Monday, July 22, 2013

Making great instant ramen every time

Shin ramen: Accept no substitutes
Instant ramen is the one food item that even the most untalented cooks can make. But like everything in life, you can still easily and massively screw it up.

Being able to make my own little pot of instant ramen was my first big step into the culinary world. But still, it was a hit-or-miss affair somehow. There'd be times when it'd turn out too watery and diluted. And other times, it would be too concentrated and salty.

Thankfully, a few years ago, I stumbled upon a pretty ideal and foolproof way to ensure quality noodles every time. I used the glass seen in the picture below and filled it to near the top with water. I poured that amount into the pot twice before starting to boil it.

For those of you who don't own this particular glassware, use about 400ml of water.

Thank god for this glass
Once the water starts to boil, put the soup base in. You need to put the soup base in before the noodles because the powder lowers the water temperature momentarily, so it'll take a few seconds before resuming a rolling boil. Those seemingly insignificant seconds are precious, and you don't want your noodles cooking in less-than-boiling water in case they become soggy. Remember, you want the noodles to be in there just long enough to become saturated with flavour, but not a millisecond more.

If you like to drop an egg into your ramen, I also like to do it before putting the noodles in because it's a tricky balance between the egg and noodles. You want the egg in there long enough so that the yolk hardens somewhat, because I despise runny yolk (especially if it spills into the soup). But you also don't want to overcook the noodles by waiting for the egg. So you need to maximize the time the egg spends in the boiling water with the soup base, and that time is right after you put the soup base in.

Lastly, the noodles. I usually just break them in half because I like my noodles long and stringy. I like slightly undercooked noodles, so I'm usually turning off the heat within 3 minutes or so after I put the noodles in. It's all about feel at this point, so I can't tell you exactly how many minutes and seconds to wait every single time.

But if you go longer than 3 minutes, you'll probably overcook it. Pay attention.

Noodles are still visibly rigid and uncooked at this point
After that, just carry over the pot to the table and rest it atop a little pot cushion. There's no need to put the ramen into a bowl because that just means extra dishes for you to do. But you do absolutely need a little plate for you to cool off the noodles before eating. Otherwise, your tastebuds will just become overwhelmed by the heat. And if you wait for the dish to cool down, then the noodles will become overcooked.

Careful not to poke the egg as well, in case the yolk is still runny and bursts out and ruins everything. Or maybe you like that, in which case you're wrong and should be ashamed of yourself.

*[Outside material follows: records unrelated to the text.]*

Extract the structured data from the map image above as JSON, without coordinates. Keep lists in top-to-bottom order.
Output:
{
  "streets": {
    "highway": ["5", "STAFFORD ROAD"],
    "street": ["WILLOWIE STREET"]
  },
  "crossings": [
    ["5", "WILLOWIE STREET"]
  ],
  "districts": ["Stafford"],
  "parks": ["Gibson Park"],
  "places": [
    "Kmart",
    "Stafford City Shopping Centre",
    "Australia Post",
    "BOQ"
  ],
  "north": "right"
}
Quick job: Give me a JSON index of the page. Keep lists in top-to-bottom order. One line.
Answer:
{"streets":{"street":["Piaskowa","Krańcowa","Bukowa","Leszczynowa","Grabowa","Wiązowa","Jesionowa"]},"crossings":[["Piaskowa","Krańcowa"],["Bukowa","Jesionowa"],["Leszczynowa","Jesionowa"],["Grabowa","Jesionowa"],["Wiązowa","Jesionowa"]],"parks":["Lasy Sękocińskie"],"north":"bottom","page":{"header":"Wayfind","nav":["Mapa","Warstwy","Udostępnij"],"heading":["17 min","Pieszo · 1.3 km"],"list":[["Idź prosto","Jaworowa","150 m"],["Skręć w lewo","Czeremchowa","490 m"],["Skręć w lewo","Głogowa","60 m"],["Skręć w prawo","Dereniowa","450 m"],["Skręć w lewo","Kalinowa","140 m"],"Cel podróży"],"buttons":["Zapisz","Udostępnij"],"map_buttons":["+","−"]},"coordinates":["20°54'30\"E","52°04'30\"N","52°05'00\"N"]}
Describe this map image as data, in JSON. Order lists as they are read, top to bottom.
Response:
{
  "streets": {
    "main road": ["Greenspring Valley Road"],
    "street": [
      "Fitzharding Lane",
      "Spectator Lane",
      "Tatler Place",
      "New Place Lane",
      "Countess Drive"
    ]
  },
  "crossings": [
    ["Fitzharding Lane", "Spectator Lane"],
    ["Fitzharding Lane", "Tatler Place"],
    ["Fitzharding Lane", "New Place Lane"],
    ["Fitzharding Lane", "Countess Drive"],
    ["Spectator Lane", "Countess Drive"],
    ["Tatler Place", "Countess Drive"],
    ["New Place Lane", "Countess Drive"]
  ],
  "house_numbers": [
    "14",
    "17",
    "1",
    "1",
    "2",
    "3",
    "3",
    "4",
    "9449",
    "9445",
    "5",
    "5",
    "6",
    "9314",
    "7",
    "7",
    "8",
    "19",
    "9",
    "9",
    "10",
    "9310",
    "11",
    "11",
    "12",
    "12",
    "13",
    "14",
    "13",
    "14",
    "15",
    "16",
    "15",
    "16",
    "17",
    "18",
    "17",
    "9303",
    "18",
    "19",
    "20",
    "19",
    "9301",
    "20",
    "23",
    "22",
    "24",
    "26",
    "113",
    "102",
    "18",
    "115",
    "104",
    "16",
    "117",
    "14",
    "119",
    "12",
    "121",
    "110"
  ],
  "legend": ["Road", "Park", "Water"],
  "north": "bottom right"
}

PS There are lots of variations to classic instant ramen. Some people like to put cheese into their ramen. I'm usually never judgmental about what other people eat, but that is something I just can't do. It sounds revolting. Other people put veggies and meats into it. I'm always open to try new things (just not cheese ramen), but fancying up instant ramen kind of goes against my instincts. But if anybody has a killer recipe for mushroom-and-beef infused Shin ramen or something, then I'm all ears.